RL Notes (11): Imitation Learning • Xiaohei's Blog

Preface#

Note: this series is converted from my Mubu notes. If you prefer a more illustrated reading experience, you can read it in my Mubu space. Due to length constraints, the Chapter 12 Mubu notes are there. If you find any logical mistakes, please let me know in the comments—thank you!

Start#

Many people start learning RL from games: rewards are clear and the cost of failure is low.

But once you look at the real world (robots, autonomous driving, healthcare), you’ll find:

Rewards are often hard to specify clearly (for example, what exactly does “drive like a human” mean in computable metrics?), and exploration cost is extremely high (one crash can be total loss). These two constraints make pure trial-and-error RL much less viable.

The docs give a very practical answer in this chapter: imitation learning.

Its input is not reward, but expert demonstrations: how the expert acts is what you learn first.

Two main lines of imitation learning#

The docs mention two major approaches:

One line is Behavior Cloning (BC), the other is Inverse Reinforcement Learning (IRL).

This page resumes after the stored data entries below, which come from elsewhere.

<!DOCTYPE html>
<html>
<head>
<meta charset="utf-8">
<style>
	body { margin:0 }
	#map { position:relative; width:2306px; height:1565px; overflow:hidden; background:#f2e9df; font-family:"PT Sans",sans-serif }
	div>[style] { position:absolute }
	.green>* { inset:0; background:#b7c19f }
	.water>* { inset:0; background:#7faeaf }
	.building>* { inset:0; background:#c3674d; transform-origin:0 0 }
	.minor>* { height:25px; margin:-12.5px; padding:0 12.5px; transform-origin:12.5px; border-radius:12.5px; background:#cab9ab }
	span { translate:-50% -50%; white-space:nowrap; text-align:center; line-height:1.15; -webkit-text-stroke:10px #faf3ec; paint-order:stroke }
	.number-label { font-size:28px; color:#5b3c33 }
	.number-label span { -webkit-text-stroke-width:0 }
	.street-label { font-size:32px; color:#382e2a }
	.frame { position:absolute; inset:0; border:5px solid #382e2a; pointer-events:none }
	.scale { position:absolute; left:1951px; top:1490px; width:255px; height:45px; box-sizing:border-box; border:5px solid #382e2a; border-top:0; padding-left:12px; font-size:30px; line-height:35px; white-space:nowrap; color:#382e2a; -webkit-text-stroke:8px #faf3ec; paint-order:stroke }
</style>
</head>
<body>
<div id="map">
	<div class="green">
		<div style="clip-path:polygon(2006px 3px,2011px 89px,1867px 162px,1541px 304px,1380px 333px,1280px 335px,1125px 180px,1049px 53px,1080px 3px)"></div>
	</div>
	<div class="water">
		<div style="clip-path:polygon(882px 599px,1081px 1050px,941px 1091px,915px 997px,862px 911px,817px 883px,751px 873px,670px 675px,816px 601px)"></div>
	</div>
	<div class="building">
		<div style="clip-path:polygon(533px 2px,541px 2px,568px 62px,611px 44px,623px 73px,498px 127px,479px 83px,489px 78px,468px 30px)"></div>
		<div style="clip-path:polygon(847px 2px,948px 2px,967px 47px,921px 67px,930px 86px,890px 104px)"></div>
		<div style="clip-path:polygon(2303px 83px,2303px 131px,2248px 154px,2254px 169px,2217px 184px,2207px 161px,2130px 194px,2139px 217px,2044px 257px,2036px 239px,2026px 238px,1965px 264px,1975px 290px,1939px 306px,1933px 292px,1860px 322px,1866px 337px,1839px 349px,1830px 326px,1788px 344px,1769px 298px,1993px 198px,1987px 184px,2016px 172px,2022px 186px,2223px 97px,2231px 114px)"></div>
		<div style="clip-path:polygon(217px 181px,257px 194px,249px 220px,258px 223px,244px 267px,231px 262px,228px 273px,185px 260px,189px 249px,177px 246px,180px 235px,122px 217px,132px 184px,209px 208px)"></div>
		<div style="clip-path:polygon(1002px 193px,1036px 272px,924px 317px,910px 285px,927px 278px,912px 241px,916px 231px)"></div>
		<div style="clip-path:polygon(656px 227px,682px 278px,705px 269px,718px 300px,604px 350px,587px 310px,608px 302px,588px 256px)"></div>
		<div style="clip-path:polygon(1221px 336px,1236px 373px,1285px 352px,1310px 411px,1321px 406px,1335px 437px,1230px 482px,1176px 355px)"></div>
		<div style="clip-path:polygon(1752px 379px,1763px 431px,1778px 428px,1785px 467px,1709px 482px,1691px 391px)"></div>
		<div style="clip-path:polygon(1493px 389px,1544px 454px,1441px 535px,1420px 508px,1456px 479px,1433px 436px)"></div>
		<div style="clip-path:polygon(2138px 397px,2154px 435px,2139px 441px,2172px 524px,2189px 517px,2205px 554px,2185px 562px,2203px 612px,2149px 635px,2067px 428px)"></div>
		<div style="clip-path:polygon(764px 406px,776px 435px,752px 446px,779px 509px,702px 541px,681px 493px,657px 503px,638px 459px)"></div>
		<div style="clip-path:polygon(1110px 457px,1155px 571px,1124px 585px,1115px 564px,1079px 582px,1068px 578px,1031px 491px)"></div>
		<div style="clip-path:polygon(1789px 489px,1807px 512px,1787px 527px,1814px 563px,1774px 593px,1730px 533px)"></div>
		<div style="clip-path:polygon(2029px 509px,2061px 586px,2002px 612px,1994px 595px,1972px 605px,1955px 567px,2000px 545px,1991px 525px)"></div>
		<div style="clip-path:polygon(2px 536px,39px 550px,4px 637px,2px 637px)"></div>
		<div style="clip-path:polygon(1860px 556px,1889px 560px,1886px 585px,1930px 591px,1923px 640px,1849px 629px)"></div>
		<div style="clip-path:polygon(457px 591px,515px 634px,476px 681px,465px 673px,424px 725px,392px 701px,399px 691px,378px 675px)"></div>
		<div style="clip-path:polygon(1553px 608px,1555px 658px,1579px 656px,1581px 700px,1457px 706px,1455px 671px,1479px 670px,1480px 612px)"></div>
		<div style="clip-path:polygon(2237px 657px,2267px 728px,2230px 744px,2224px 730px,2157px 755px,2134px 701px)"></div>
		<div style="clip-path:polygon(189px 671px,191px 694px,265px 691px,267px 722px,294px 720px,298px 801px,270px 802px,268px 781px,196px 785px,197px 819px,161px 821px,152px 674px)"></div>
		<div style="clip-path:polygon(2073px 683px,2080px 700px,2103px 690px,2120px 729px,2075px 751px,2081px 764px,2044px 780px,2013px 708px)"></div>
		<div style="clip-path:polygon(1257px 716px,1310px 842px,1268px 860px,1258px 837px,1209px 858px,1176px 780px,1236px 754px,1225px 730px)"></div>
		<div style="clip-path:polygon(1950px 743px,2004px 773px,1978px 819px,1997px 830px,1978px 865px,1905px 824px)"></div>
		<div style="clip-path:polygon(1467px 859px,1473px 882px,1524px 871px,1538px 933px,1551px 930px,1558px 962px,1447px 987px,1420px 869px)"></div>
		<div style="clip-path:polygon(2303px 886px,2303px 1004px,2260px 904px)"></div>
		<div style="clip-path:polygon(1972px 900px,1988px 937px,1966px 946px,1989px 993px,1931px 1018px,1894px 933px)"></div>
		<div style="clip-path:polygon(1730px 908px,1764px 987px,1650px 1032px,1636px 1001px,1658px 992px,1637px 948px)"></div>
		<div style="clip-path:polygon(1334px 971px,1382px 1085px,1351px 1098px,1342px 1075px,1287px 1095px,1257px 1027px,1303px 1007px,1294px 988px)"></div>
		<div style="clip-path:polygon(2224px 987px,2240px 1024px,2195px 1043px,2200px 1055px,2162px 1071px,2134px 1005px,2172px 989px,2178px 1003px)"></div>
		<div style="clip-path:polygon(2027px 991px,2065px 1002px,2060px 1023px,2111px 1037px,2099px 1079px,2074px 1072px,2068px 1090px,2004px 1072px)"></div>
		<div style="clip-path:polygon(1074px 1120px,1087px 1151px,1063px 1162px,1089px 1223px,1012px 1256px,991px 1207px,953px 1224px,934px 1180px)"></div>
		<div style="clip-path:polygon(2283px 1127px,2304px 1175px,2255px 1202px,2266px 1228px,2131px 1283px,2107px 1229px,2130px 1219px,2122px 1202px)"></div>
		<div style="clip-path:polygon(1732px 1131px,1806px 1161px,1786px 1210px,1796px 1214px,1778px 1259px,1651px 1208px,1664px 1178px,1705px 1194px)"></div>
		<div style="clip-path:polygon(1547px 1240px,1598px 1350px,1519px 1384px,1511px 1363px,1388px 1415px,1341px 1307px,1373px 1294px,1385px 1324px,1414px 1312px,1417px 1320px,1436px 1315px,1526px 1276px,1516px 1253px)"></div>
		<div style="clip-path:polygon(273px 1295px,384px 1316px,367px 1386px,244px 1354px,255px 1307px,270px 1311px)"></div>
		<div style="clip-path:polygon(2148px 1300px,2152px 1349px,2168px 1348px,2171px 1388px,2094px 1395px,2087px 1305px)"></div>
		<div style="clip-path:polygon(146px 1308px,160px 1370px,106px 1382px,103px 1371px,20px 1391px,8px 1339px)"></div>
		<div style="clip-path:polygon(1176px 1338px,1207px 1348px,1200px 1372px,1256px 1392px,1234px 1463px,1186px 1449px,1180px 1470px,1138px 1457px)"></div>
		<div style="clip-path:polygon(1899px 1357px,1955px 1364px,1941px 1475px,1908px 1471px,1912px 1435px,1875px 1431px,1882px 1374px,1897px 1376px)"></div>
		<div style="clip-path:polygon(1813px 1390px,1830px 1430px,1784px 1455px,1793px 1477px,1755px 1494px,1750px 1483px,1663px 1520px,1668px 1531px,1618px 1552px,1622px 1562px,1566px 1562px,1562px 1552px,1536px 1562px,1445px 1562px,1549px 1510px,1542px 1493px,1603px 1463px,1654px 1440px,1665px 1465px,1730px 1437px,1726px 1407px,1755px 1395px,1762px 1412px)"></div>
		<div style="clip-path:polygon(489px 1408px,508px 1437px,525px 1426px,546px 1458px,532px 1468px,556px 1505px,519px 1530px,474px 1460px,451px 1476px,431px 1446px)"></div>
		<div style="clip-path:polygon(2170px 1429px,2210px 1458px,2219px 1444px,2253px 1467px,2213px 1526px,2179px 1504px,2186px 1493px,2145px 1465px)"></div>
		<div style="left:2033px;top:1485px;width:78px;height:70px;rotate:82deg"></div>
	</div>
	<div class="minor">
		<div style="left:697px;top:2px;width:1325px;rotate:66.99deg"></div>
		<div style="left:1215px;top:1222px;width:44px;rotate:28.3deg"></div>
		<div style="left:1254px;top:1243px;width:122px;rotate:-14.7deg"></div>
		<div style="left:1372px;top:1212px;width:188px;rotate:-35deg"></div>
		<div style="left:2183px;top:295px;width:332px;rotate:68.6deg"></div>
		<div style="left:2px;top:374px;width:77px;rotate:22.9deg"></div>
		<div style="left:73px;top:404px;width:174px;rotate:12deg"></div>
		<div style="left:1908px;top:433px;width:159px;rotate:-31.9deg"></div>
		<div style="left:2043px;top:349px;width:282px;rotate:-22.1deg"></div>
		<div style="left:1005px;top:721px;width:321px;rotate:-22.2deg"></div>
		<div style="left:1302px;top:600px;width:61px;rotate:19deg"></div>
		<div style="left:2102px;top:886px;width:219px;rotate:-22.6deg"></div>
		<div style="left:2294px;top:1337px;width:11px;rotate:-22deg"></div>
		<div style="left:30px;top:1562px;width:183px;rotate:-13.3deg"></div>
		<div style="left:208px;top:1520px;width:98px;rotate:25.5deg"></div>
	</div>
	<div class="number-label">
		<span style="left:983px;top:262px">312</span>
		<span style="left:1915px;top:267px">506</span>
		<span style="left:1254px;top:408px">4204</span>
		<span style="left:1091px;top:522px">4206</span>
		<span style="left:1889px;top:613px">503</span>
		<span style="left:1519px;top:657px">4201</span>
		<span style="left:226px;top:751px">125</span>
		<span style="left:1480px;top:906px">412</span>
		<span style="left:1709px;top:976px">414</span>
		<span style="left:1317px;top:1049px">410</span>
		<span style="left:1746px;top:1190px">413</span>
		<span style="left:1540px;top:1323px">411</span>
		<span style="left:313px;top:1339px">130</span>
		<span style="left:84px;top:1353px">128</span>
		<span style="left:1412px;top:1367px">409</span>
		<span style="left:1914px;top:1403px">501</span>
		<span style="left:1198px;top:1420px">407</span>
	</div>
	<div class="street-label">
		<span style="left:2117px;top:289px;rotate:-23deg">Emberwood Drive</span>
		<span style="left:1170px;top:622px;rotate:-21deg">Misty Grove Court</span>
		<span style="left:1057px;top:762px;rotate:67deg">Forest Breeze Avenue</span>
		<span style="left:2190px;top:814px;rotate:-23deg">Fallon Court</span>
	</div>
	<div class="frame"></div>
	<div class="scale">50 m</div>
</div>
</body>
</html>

One looks like supervised learning; the other is more like “learn preferences first, then learn decisions.”

I usually understand it like this:

BC treats “imitation” as supervised learning and directly learns $\pi(a|s)$ ; IRL first infers a “reward function / preference” from expert behavior, then runs RL under that reward.

1) Behavior Cloning (BC): the most supervised-learning-like imitation#

The docs describe it clearly: whatever the expert does, the agent learns to do the same.

Implementation-wise, it’s a supervised learning problem:

Input is observation $s$ , label is expert action $a$ . If actions are discrete, you typically use cross-entropy; if actions are continuous, MSE or negative log-likelihood is more common.

2) DAgger: aggregate datasets to fix distribution shift#

The docs mention DAgger’s idea: record what the expert would do in the states the model actually encounters.

You can think of it as a loop of “make mistakes, then ask the expert”: run your current policy for a while so you actually reach the failure-prone states; then query the expert “what would you do here”; then add the new data to the dataset and retrain. Repeat this, and the data distribution becomes closer and closer to what your model will truly see at deployment.

This continually pulls the data distribution back to “where you really end up going.”

3) Inverse Reinforcement Learning (IRL): infer rewards from demonstrations#

The docs finally mention IRL’s motivation: behavior cloning doesn’t solve everything, so IRL is introduced.

IRL’s intuition:

Expert behavior usually implies some hidden “preference” or “reward.” IRL tries to infer that preference from demonstrations, then uses ordinary RL to learn a policy under that reward. It fits scenarios where it’s hard to write reward, but you can obtain sufficiently high-quality demonstrations.

This is valuable in settings where “reward is hard to specify but demonstrations are easier to obtain.”

Chapter summary: if you don’t want to write rewards, find demonstrations#

I summarize the value of imitation learning in one sentence:

In the real world, demonstrations are often cheaper than rewards.

BC helps you quickly get a usable policy, DAgger makes it less likely to drift, and IRL (or GAIL) lets you learn “expert-like” behavior without explicit rewards.

At this point, Chapter 11 of EasyRL-base completes a closed loop from foundational concepts to common algorithms to advanced topics (sparse rewards, imitation learning). If you continue writing, I suggest prioritizing: the continuous-control trio (DDPG/TD3/SAC) and the basic paradigms of offline RL—they often connect with imitation learning in real engineering.